One afternoon he was feeling unusually depressed. A good job of lumbering at a distant drive had offered, and his brothers, with all the men able to work, had gone off gayly in the morning. Unusually good wages were offered, and old Lawson, who had been prevented from going with the others on account of a badly sprained ankle, had been unable to conceal his vexation that Jake could not join the party. He had said a few bitter words that the son could not forget, and then hobbled off to the yard. He had not been gone ten minutes when Jake heard a fall and a cry, and, rushing out, found that his father had stumbled over a log of wood, and, falling on an axe he was carrying, had made a terrible gash in his arm.
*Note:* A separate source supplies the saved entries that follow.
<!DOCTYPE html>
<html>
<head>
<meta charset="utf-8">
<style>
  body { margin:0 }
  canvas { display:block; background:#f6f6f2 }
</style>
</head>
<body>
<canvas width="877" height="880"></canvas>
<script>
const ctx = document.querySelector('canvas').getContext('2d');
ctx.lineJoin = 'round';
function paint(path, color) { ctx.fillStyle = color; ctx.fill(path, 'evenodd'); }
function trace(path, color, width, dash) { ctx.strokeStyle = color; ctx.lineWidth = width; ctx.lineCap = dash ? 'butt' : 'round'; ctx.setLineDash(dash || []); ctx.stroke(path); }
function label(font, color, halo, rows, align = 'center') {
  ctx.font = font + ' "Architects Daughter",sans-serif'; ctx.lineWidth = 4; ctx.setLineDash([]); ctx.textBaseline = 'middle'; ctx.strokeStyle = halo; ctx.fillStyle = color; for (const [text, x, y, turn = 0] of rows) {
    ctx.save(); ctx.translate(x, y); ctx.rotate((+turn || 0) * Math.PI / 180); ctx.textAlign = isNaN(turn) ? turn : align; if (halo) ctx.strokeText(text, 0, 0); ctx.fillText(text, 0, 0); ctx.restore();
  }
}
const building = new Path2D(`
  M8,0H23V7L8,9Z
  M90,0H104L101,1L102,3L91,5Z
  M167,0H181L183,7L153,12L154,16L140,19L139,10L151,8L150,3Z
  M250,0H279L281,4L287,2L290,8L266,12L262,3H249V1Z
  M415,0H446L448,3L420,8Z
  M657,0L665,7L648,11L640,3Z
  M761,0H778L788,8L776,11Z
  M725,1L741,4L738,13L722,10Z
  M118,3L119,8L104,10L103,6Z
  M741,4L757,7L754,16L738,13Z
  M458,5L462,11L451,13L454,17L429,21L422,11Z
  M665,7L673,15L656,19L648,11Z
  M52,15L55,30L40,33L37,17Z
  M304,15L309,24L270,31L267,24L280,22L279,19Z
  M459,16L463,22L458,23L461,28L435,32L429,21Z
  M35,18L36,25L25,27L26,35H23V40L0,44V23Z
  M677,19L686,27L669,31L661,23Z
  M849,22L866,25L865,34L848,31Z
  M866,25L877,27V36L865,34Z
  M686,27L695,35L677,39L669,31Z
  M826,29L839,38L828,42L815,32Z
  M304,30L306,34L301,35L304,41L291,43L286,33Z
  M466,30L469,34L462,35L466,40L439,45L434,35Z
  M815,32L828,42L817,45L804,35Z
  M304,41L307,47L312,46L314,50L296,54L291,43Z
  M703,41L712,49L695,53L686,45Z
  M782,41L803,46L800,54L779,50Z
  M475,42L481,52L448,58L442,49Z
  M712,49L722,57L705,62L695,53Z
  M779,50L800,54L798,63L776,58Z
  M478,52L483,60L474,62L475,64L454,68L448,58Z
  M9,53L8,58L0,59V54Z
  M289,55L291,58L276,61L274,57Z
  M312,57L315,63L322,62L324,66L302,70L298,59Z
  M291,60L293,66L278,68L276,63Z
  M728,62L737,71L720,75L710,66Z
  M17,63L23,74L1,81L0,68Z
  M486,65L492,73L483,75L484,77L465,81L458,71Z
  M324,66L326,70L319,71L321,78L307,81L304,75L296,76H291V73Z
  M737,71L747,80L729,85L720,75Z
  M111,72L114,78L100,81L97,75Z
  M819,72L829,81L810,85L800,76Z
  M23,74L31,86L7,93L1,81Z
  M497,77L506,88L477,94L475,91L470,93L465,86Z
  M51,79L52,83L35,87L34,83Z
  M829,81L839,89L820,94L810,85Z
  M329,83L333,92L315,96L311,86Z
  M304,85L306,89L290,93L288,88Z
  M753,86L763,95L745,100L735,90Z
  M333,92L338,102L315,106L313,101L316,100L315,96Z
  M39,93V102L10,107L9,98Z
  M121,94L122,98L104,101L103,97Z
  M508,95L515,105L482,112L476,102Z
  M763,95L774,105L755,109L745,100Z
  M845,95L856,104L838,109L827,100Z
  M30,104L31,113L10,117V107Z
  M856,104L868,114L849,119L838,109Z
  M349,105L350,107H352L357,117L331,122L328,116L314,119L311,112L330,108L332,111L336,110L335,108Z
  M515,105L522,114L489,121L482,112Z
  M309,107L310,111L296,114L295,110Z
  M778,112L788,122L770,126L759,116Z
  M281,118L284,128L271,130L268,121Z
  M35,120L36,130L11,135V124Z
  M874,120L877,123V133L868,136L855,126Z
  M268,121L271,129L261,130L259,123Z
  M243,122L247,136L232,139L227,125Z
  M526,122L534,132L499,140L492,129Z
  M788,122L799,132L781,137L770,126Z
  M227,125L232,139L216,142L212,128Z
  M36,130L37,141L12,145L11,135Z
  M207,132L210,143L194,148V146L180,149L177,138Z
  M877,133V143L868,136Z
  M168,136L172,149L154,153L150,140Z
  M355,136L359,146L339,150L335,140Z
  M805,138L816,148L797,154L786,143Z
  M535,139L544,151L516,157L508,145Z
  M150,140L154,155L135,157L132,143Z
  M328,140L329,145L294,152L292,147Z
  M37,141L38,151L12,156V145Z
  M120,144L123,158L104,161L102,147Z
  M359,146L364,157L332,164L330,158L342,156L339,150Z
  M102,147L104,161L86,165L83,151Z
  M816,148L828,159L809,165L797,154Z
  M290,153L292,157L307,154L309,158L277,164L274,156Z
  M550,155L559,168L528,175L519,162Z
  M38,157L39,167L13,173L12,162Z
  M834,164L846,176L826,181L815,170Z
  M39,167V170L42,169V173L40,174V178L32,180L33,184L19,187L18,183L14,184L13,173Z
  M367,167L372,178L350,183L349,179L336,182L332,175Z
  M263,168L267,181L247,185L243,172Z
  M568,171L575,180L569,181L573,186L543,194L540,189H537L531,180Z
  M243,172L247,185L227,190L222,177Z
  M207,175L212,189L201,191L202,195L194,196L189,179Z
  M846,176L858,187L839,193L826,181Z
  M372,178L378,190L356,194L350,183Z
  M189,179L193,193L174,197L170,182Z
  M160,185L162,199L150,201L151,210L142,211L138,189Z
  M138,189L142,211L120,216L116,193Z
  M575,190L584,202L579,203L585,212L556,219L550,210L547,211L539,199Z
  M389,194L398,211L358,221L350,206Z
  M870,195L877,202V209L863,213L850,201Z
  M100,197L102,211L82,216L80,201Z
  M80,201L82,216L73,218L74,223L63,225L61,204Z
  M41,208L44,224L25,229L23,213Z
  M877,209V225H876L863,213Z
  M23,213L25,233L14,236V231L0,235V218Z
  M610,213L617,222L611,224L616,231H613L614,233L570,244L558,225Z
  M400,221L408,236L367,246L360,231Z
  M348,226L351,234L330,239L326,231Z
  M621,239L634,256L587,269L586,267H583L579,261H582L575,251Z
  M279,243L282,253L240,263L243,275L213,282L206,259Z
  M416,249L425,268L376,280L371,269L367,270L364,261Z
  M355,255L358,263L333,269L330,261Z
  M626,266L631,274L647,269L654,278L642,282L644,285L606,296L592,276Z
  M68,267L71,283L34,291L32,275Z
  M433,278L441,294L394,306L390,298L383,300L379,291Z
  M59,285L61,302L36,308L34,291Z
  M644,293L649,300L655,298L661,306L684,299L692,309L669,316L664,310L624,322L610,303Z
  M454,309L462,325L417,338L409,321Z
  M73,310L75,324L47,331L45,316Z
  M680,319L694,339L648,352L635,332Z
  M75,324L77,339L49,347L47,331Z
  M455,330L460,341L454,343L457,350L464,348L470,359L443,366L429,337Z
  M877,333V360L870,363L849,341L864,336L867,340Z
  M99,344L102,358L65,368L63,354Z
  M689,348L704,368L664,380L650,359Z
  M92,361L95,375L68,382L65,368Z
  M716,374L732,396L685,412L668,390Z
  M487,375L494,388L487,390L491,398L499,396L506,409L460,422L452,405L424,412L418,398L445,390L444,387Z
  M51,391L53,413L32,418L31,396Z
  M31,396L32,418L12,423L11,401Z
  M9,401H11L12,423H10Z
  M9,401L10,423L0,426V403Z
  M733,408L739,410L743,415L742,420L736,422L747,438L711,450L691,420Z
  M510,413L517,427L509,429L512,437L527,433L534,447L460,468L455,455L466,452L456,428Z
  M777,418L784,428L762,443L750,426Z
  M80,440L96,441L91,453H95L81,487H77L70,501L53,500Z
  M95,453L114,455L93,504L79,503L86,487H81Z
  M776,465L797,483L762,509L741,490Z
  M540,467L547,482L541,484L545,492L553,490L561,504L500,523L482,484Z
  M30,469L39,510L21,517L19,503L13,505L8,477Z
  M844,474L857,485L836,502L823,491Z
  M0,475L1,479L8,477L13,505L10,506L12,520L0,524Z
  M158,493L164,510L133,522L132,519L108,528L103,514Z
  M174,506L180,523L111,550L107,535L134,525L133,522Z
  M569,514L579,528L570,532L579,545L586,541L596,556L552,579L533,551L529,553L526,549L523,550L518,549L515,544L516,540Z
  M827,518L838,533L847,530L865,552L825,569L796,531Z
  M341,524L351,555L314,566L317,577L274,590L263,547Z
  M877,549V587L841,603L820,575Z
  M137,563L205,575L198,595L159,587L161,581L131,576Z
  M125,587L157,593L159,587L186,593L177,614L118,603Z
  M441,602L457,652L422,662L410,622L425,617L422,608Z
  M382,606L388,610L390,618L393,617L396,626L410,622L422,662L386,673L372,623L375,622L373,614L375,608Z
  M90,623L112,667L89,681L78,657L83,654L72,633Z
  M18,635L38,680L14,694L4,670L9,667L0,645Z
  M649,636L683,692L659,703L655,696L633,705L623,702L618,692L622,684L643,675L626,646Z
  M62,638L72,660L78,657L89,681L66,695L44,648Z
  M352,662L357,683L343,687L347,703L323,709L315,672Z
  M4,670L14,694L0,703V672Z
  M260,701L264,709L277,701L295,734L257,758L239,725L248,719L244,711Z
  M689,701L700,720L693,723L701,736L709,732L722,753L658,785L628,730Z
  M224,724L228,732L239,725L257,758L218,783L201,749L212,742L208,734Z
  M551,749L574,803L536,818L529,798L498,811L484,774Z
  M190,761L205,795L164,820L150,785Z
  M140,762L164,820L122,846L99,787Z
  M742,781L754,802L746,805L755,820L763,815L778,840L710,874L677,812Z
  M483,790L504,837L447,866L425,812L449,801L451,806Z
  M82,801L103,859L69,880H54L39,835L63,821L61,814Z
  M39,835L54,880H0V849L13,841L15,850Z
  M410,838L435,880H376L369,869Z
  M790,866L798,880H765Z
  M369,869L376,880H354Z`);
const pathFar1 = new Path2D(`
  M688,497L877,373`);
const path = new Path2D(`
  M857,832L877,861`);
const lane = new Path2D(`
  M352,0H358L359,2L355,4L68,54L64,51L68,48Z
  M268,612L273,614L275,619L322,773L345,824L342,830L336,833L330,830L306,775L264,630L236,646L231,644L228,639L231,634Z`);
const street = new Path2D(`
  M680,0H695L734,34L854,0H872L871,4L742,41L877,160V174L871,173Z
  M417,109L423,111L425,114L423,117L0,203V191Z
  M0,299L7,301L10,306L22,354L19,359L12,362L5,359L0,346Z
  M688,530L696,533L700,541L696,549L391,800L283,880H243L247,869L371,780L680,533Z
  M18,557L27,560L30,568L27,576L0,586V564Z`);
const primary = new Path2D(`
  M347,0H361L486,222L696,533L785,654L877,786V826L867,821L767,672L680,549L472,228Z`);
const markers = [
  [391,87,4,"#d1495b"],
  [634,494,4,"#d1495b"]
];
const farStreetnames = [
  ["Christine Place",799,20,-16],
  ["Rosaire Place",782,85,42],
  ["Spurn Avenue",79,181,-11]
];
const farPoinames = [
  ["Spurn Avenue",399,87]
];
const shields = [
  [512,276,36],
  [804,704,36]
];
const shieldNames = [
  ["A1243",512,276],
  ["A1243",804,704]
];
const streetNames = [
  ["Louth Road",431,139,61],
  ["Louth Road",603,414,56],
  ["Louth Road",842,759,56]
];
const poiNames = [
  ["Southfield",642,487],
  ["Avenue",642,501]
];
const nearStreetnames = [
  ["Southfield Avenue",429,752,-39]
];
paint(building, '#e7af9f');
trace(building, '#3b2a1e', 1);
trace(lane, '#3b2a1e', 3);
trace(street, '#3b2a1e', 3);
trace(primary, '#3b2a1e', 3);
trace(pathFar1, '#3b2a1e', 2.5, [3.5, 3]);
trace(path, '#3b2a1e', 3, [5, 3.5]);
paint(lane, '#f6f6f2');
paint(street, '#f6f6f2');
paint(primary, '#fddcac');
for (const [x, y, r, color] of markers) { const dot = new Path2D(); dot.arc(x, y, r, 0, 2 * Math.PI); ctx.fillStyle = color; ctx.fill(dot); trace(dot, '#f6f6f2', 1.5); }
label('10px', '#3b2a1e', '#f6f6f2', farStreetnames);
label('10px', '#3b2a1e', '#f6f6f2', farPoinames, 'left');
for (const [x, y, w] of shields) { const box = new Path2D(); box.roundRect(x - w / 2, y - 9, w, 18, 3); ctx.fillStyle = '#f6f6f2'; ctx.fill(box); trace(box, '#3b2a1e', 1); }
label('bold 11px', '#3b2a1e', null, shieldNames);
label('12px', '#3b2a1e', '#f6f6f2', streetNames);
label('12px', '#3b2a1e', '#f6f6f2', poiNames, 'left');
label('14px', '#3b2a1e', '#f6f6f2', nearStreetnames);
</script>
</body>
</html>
By the spurting of the blood Jake knew at once that an artery had been severed. Without an instant's hesitation he tore open his father's shirt-sleeve and grasped his arm, pressing firmly against the inner edge of the biceps muscle, calling loudly at the same time for his mother. Mrs. Lawson came in haste and uttered a scream when she saw the quantity of blood that had already flowed from the cut, which was just above the elbow.
"Do not be frightened, mother," said Jake. "Father has cut himself badly, but I know just what to do. Please take the lace out of his shoe and give it to me."